Her work also is a quest for solutions to social problems. Gilliam, chief of Family Planning and Contraceptive Research and head of Pediatric and Adolescent Gynecology at the University of Chicago Medical Center, believes attending to teens’ reproductive health issues can help overcome the barriers to education and careers that arise when teens have children.
“It’s the thing that takes a perfectly healthy adolescent and completely changes her life trajectory, and I became fascinated by that,” Gilliam says. “There are so many developmental milestones that have to be achieved during adolescence, and when they are interrupted by pregnancy and parenting, it is a disservice to the teen as well as the child.”

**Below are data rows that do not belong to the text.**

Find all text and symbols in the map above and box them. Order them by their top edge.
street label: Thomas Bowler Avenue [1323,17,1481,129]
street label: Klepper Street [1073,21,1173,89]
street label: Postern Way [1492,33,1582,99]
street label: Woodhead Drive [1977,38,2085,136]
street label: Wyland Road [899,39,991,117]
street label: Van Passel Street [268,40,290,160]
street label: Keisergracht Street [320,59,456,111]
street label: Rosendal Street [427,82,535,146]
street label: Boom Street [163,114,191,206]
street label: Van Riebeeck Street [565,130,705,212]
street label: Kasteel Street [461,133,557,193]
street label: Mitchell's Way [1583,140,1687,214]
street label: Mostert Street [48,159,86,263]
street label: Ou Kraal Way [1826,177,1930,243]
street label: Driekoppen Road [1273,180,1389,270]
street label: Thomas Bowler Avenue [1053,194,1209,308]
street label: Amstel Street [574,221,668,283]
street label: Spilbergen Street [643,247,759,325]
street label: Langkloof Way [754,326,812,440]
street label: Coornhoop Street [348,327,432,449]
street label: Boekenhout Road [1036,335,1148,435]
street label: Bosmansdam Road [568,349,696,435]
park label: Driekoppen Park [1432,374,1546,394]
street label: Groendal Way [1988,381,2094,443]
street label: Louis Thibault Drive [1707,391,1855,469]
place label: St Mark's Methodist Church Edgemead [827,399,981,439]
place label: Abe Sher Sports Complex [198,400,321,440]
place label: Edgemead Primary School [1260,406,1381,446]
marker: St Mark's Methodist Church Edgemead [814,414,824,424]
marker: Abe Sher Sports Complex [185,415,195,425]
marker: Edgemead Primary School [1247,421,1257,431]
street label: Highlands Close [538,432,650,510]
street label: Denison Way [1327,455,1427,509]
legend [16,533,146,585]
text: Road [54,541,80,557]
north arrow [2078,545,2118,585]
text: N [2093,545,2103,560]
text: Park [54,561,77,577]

Gilliam has become a national leader on teen pregnancy reduction, including advising the American College of Obstetricians and Gynecologists on preventive services for adolescents. Her research interests range from how adolescent girls can access high-quality health care, to the role of social perceptions in teen pregnancies. That includes the perceptions of doctors on how teens should behave, as well as how teens perceive pregnancy and their own potential in life. Often, she says, young men and women with few plans for the future choose not to use contraception.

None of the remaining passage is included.